Sharafi, N., Timme, M., & Hallerberg, S. (2017). Critical transitions and perturbation growth directions. Physical Review E, 96(3): 032220. doi:10.1103/PhysRevE.96.032220.


Zitierlink: http://hdl.handle.net/11858/00-001M-0000-002D-FC81-E
Zusammenfassung
Critical transitions occur in a variety of dynamical systems. Here we employ quantifiers of chaos to identify changes in the dynamical structure of complex systems preceding critical transitions. As suitable indicator variables for critical transitions, we consider changes in growth rates and directions of covariant Lyapunov vectors. Studying critical transitions in several models of fast-slow systems, i.e., a network of coupled FitzHugh-Nagumo oscillators, models for Josephson junctions, and the Hindmarsh-Rose model, we find that tangencies between covariant Lyapunov vectors are a common and maybe generic feature during critical transitions.
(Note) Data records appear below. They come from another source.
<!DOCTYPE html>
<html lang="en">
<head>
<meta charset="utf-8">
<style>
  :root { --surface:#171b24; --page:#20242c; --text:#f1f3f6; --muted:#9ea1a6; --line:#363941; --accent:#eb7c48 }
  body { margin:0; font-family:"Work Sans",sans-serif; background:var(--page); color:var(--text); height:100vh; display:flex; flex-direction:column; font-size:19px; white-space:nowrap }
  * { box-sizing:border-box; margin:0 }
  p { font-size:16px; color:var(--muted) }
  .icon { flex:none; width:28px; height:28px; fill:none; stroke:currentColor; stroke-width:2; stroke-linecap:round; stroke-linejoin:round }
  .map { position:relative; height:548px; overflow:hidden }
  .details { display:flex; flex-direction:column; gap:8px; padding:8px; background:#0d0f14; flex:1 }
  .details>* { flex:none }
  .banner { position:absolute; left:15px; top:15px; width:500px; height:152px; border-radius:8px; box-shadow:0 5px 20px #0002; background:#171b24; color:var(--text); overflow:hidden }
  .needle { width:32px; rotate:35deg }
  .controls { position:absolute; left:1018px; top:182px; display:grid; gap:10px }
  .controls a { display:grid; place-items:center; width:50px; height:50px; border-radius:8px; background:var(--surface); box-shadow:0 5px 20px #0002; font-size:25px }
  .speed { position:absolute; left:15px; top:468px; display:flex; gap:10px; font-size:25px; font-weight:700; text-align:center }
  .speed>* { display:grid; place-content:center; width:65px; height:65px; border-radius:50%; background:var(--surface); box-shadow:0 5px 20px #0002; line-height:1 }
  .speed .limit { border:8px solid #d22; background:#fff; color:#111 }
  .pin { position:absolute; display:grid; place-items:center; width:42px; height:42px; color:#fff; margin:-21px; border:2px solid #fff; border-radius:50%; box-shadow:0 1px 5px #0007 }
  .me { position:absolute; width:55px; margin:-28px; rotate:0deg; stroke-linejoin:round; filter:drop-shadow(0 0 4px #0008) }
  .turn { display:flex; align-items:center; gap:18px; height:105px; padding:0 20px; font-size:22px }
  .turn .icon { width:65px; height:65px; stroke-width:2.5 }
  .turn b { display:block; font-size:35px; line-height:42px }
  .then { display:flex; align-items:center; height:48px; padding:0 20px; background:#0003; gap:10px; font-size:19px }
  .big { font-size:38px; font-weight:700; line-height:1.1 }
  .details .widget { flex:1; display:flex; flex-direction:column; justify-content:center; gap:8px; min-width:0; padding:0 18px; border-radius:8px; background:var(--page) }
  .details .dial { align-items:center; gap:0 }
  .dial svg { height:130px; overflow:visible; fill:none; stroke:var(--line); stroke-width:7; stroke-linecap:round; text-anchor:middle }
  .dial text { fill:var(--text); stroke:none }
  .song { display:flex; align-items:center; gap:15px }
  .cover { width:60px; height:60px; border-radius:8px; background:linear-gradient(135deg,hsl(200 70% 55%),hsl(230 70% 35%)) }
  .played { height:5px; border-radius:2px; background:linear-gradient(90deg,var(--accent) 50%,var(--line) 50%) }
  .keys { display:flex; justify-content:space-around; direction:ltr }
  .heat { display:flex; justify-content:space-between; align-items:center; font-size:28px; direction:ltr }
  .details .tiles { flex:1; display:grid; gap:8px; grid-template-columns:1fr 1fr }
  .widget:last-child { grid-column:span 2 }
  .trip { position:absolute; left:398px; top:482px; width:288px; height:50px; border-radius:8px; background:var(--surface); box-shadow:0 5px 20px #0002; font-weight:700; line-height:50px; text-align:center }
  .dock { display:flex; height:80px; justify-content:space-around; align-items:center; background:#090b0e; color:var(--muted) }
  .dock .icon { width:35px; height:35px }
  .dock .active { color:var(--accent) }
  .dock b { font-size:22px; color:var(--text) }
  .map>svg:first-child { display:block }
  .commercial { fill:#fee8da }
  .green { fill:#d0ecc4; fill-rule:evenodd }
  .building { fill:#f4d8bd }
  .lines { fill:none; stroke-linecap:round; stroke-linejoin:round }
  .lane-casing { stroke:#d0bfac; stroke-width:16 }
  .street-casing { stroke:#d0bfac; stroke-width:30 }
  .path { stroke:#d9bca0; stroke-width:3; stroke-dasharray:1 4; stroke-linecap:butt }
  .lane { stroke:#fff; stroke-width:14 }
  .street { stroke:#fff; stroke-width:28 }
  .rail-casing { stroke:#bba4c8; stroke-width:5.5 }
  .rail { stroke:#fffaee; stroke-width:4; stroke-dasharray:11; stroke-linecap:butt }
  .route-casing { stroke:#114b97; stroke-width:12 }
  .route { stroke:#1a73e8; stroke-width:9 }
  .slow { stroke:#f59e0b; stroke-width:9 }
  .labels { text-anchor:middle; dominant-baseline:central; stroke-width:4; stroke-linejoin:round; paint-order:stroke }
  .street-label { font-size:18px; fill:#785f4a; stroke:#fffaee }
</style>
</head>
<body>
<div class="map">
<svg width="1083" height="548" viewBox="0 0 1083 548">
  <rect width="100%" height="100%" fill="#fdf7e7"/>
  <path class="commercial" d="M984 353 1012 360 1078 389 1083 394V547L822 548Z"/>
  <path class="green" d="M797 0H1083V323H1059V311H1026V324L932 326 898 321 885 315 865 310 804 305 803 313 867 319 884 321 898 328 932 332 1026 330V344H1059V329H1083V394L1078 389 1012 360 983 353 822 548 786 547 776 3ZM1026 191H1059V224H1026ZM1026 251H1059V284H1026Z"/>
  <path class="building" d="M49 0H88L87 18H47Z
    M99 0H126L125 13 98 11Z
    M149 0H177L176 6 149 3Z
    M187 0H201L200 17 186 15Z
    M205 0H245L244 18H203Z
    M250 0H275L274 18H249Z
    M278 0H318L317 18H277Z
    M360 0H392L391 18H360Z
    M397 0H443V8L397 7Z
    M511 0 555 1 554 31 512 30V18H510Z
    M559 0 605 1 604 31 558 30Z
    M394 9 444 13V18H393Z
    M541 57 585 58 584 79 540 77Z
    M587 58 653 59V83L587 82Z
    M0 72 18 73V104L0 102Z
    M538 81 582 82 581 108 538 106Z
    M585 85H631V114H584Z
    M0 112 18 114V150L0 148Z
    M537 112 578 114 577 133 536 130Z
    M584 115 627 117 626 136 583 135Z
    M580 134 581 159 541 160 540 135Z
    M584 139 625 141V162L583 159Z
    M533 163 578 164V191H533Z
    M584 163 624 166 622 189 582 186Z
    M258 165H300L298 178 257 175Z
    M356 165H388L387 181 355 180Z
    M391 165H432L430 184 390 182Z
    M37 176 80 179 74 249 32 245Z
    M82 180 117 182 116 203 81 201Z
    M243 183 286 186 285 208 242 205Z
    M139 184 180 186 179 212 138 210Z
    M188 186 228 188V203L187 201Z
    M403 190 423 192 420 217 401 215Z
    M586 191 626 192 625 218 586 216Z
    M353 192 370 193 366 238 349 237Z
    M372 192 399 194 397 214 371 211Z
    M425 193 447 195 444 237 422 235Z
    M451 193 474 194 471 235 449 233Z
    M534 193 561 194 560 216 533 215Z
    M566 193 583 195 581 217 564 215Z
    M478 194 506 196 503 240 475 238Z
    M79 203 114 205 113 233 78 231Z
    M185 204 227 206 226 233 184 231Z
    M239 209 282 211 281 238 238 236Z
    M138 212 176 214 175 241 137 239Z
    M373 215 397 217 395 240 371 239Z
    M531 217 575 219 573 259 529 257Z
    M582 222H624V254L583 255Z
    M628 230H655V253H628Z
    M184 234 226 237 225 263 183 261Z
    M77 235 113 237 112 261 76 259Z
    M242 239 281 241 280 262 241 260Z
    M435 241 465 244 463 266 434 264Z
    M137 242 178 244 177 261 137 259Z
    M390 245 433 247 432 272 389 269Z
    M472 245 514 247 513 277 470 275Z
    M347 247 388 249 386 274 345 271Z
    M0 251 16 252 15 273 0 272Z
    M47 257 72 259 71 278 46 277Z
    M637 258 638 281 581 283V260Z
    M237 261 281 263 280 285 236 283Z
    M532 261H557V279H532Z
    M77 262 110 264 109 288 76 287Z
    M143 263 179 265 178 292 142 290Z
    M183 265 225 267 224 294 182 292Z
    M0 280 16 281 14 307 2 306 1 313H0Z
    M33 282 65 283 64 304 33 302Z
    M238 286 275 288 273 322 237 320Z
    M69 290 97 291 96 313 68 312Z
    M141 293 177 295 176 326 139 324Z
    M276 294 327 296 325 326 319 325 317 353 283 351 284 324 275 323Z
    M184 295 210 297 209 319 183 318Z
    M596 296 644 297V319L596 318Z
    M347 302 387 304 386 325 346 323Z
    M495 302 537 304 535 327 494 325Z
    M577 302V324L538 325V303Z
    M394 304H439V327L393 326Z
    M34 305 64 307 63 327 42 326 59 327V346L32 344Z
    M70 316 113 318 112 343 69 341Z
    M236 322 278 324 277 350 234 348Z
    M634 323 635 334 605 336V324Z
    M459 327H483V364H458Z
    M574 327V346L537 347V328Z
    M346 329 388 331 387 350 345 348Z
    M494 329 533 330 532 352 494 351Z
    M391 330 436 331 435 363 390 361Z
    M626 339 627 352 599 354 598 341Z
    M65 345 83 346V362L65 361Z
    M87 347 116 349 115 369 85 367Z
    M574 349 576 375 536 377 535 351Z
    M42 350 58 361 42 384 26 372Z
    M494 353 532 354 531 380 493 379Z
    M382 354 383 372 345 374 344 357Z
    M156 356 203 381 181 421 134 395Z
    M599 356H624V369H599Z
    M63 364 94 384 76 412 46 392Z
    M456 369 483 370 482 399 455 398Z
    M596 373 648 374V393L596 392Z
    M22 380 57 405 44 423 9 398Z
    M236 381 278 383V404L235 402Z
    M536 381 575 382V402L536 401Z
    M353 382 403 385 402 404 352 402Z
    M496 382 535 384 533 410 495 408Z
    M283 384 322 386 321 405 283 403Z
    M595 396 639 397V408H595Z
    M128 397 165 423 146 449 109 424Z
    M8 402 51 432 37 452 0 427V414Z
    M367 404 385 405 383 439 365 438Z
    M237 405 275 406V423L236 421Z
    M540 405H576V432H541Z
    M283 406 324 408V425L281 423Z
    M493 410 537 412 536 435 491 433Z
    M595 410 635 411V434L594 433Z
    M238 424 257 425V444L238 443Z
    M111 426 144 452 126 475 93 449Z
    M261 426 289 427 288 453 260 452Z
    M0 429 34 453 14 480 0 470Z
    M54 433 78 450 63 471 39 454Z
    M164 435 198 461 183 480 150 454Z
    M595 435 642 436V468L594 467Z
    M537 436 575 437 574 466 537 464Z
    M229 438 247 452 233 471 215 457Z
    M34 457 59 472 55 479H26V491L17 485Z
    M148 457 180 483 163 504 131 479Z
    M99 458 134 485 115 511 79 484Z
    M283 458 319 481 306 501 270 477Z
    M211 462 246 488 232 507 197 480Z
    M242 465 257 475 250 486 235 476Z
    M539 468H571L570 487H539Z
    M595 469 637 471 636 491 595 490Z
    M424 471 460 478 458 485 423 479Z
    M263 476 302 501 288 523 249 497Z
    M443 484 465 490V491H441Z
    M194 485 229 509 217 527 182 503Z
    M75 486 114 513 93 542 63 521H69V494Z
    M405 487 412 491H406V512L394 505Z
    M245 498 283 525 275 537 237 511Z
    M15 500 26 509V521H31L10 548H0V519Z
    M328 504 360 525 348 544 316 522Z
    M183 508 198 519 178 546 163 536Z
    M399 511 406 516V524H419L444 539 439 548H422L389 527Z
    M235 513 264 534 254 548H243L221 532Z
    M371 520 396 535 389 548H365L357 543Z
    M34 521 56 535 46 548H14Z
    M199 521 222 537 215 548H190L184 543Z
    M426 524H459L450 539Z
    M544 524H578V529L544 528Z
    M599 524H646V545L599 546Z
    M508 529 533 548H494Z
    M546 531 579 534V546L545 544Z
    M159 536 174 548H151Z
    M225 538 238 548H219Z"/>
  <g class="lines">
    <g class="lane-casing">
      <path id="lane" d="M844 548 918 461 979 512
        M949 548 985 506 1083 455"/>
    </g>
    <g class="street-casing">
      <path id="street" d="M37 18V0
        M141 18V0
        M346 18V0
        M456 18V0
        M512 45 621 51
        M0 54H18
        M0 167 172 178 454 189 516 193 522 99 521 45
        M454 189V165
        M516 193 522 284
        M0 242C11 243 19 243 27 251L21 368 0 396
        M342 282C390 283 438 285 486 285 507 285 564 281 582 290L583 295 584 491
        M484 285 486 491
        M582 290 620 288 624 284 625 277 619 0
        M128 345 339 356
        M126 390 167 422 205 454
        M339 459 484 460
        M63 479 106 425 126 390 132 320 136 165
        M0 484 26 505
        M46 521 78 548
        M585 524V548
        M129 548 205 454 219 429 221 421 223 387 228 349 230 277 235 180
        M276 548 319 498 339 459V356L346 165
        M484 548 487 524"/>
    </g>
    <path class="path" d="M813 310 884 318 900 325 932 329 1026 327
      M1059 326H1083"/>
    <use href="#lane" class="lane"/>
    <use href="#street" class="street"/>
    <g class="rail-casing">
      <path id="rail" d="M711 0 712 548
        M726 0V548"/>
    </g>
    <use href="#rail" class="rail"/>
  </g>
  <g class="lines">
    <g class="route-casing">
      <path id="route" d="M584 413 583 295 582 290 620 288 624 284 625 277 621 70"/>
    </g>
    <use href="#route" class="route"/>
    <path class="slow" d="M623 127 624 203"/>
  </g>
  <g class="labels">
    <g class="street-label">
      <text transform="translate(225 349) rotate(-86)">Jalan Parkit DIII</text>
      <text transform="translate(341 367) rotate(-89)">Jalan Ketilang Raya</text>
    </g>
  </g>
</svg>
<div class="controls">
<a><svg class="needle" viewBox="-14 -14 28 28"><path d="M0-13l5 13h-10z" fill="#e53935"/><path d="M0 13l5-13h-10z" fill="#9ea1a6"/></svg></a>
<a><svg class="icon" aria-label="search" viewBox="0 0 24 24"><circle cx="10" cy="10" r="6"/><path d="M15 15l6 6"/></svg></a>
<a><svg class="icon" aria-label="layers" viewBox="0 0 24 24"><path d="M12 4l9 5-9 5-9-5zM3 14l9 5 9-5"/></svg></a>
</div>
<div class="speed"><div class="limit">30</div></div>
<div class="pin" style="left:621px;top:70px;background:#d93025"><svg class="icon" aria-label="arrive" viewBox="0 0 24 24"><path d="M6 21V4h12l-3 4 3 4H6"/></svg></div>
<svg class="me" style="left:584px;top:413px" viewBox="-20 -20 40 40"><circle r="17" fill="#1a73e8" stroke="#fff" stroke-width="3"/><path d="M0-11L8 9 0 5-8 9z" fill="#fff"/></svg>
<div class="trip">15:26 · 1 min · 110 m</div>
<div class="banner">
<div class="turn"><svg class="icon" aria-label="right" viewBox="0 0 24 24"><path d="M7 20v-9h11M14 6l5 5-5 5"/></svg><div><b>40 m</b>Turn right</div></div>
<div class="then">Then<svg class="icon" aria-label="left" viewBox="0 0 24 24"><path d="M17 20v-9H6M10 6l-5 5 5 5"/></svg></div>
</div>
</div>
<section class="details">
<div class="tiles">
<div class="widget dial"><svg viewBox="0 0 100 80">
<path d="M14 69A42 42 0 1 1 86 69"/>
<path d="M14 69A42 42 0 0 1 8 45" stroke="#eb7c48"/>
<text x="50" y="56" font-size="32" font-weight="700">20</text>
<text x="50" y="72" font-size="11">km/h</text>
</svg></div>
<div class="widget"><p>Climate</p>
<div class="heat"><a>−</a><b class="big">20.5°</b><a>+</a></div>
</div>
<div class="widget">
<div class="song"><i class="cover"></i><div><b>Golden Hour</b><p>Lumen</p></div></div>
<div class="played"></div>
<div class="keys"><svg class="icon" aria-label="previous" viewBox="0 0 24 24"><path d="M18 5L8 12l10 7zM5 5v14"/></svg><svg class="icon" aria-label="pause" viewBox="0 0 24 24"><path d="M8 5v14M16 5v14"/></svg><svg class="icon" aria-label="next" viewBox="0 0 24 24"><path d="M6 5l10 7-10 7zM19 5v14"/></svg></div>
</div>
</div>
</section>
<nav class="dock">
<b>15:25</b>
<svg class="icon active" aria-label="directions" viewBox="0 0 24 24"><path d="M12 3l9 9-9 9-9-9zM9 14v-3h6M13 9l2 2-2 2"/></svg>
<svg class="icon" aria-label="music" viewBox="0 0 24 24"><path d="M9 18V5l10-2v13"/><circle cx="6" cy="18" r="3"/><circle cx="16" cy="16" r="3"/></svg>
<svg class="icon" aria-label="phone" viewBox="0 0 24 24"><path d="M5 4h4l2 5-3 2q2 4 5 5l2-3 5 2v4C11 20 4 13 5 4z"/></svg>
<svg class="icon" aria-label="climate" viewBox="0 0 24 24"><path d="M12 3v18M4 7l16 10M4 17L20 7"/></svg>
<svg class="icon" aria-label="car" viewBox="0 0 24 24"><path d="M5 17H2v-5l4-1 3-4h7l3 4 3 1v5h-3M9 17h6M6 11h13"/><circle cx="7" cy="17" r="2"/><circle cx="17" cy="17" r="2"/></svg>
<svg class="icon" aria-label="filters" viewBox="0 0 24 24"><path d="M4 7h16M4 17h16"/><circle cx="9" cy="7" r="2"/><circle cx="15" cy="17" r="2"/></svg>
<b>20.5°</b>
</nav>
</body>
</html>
We further demonstrate that this deviation from hyperbolic dynamics is linked to the occurrence of critical transitions by using it as an indicator variable and evaluating the prediction success through receiver operating characteristic curves. In the presence of noise, we find the alignment of covariant Lyapunov vectors and changes in finite-time Lyapunov exponents to be more successful in announcing critical transitions than common indicator variables as, e.g., finite-time estimates of the variance. Additionally, we propose a new method for estimating approximations of covariant Lyapunov vectors without knowledge of the future trajectory of the system. We find that these approximated covariant Lyapunov vectors can also be applied to predict critical transitions.